ACTIVITY
Although the records include pictures, the copy should not; write out exactly the lines from the first through the line with "2px #3e3e3e) drop-shadow(0".

[[ TASK INPUT, beginning ]]

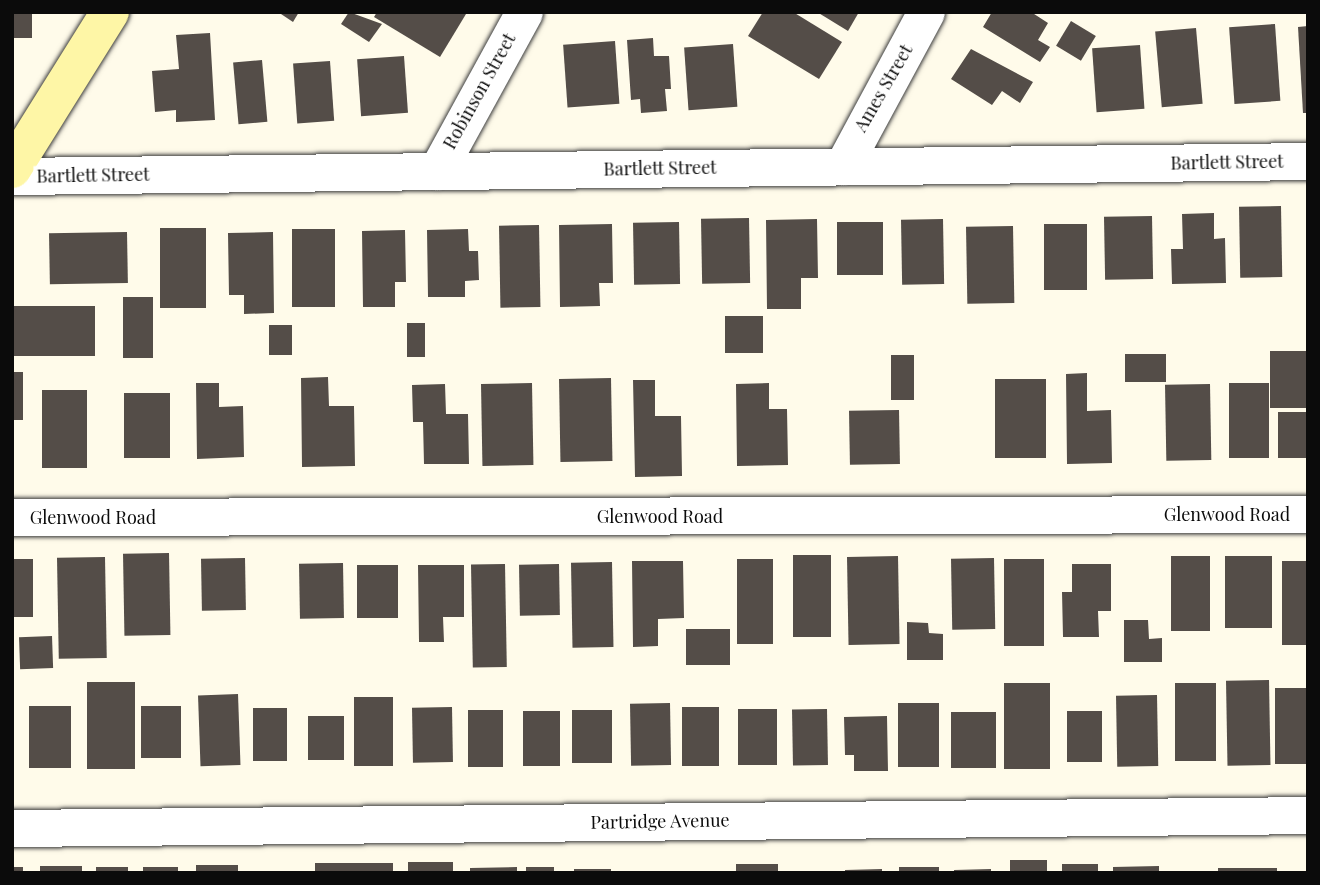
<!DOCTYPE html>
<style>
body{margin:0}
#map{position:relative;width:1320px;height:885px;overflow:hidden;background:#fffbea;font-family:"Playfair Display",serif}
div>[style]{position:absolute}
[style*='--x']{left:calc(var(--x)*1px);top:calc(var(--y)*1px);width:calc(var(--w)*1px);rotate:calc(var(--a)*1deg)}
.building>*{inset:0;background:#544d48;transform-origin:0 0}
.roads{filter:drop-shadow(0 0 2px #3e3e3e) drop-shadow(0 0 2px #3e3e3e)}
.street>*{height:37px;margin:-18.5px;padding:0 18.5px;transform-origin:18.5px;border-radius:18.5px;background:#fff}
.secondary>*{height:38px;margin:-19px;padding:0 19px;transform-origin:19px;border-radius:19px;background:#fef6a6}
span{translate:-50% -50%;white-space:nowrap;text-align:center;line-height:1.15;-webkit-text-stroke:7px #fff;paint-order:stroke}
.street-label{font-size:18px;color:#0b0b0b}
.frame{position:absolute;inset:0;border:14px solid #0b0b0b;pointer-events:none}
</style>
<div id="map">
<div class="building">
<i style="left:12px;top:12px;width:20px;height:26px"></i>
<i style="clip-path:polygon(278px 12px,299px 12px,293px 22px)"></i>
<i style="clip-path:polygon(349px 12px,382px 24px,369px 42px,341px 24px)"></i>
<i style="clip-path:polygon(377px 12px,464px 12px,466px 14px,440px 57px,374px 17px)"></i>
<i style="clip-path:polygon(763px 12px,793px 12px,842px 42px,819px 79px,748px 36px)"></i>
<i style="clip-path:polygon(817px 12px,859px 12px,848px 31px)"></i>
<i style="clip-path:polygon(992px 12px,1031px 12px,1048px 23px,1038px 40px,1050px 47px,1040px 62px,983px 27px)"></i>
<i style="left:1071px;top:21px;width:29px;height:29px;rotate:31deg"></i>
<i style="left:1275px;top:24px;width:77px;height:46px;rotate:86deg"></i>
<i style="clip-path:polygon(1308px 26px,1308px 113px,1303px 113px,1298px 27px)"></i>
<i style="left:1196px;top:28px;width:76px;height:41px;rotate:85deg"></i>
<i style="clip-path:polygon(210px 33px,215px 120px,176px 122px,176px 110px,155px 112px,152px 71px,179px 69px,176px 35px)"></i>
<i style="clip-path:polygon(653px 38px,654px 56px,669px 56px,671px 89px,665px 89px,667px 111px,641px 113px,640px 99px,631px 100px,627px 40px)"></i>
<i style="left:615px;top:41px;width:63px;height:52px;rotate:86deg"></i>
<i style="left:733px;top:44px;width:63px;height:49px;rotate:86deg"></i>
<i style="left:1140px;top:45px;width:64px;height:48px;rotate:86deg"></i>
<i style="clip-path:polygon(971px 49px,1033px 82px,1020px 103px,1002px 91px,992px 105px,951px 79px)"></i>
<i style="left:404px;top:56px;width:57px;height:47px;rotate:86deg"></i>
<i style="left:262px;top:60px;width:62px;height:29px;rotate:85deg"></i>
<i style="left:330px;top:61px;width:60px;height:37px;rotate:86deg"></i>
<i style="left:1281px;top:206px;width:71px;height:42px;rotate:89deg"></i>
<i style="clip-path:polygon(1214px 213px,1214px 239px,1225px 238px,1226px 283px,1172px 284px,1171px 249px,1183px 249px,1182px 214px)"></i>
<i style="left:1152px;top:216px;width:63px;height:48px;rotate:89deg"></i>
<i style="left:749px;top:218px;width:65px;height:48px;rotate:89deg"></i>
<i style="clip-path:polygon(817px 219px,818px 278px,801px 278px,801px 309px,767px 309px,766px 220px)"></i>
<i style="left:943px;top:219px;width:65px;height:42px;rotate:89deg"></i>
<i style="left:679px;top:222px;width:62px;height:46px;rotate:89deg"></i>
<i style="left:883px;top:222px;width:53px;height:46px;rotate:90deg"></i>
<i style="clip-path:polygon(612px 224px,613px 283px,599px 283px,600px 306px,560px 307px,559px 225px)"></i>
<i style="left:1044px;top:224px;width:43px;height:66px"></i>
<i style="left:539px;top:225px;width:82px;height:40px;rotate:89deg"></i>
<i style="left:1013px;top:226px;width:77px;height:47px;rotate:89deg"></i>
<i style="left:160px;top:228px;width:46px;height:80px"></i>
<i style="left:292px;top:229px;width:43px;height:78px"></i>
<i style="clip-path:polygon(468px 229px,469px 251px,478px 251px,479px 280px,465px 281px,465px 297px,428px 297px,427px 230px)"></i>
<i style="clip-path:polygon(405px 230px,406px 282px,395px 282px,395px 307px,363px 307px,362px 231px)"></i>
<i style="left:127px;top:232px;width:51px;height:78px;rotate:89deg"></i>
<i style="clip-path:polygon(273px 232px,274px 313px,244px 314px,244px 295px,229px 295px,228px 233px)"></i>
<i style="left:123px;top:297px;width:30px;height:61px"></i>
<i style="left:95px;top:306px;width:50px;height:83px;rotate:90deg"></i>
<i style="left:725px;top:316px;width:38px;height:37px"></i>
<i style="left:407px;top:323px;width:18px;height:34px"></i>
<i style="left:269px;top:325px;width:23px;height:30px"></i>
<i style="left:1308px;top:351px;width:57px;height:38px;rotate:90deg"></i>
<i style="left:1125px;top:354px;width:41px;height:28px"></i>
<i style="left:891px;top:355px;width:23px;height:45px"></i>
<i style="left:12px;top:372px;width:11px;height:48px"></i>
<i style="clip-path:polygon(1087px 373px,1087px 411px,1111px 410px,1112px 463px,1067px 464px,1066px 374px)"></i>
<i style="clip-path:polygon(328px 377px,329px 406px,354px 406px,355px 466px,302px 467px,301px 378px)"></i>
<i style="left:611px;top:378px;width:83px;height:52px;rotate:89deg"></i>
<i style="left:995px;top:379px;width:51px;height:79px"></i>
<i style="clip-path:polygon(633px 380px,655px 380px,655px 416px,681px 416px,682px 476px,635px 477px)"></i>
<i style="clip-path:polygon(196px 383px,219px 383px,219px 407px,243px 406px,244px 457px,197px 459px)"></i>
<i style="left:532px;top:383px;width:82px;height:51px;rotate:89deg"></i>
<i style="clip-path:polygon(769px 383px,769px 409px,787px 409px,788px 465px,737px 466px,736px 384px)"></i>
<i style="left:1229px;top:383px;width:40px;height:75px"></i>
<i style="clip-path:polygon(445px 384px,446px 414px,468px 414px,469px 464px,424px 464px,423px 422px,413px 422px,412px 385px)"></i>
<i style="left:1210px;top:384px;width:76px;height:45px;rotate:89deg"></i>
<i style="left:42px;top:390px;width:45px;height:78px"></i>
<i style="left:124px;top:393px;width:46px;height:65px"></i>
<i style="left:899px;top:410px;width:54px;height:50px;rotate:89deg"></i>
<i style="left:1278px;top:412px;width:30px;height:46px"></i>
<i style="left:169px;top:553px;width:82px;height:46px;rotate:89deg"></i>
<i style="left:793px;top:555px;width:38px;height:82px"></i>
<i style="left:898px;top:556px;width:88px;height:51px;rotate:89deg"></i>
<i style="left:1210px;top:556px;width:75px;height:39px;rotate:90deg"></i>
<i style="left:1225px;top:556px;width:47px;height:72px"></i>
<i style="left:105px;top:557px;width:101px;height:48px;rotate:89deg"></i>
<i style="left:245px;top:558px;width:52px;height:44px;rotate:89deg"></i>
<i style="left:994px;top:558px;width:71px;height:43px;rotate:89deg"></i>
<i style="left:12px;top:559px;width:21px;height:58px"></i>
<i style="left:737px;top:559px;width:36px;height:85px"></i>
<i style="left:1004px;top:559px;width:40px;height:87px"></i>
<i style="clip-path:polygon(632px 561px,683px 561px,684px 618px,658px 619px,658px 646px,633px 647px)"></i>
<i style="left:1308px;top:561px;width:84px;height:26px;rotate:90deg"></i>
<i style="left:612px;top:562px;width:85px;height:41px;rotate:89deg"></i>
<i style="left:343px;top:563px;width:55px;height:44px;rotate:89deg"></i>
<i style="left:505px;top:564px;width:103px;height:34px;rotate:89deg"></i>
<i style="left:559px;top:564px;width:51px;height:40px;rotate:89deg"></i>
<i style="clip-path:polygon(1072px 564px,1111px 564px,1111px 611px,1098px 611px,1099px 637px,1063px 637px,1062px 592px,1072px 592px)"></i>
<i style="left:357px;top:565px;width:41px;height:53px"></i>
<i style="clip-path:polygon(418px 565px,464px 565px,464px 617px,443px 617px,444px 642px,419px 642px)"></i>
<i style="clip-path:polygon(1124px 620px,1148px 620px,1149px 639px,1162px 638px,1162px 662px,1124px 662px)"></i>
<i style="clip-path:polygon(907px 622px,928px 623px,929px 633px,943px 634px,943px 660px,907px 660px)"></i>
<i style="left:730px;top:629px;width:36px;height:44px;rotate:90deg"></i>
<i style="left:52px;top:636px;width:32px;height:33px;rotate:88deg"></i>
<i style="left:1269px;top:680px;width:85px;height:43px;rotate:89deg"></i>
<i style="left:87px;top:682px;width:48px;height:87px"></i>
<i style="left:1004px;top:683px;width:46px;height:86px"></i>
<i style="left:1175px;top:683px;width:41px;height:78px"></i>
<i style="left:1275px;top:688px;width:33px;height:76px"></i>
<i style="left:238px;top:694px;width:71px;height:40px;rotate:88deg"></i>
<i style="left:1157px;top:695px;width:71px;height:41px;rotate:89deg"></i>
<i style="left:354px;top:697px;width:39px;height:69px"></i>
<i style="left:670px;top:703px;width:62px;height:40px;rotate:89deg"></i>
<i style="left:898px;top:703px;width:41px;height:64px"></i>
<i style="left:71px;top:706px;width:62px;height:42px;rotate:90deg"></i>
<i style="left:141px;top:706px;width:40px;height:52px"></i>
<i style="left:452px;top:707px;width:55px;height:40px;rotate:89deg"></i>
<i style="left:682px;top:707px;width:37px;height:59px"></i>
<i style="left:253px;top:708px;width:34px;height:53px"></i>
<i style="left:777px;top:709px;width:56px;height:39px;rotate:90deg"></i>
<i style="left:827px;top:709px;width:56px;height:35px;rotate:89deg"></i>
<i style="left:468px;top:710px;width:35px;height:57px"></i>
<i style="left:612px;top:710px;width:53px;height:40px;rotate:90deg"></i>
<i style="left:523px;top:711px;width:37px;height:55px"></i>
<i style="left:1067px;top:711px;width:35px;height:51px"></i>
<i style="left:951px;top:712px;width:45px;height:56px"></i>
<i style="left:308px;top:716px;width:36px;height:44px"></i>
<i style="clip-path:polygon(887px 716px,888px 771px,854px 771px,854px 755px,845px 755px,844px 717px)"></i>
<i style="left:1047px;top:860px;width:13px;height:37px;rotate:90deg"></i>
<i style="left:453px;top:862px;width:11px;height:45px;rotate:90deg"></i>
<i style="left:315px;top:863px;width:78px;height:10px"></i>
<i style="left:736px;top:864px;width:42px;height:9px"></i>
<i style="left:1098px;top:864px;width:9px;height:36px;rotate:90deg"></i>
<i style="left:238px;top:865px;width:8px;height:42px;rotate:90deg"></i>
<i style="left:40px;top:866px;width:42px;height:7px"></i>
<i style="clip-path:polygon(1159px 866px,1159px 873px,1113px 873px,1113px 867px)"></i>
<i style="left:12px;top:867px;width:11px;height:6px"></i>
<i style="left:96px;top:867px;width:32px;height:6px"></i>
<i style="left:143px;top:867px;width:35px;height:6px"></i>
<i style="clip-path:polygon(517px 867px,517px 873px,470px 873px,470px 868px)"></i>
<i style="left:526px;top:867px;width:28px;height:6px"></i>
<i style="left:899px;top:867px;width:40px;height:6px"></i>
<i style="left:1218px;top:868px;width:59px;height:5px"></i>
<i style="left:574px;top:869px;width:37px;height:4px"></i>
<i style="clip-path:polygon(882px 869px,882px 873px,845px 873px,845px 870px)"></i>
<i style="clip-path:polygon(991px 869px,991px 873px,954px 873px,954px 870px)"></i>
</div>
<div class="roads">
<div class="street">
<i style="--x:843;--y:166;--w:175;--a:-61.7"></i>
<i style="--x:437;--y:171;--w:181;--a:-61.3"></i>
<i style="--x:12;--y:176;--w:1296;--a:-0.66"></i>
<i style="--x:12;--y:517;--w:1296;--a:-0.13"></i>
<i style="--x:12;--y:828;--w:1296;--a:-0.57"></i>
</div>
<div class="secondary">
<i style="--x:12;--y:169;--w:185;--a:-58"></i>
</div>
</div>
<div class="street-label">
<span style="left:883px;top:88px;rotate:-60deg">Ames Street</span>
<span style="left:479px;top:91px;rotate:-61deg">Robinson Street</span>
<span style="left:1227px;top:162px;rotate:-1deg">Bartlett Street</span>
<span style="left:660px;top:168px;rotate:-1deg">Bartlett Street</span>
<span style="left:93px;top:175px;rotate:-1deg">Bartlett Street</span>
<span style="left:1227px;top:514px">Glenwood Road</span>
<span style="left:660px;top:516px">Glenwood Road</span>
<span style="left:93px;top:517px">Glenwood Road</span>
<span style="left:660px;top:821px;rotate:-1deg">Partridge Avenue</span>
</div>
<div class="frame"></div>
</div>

[[ TASK INPUT, end ]]

RESULT OF THIS TASK
<!DOCTYPE html>
<style>
body{margin:0}
#map{position:relative;width:1320px;height:885px;overflow:hidden;background:#fffbea;font-family:"Playfair Display",serif}
div>[style]{position:absolute}
[style*='--x']{left:calc(var(--x)*1px);top:calc(var(--y)*1px);width:calc(var(--w)*1px);rotate:calc(var(--a)*1deg)}
.building>*{inset:0;background:#544d48;transform-origin:0 0}
.roads{filter:drop-shadow(0 0 2px #3e3e3e) drop-shadow(0 0 2px #3e3e3e)}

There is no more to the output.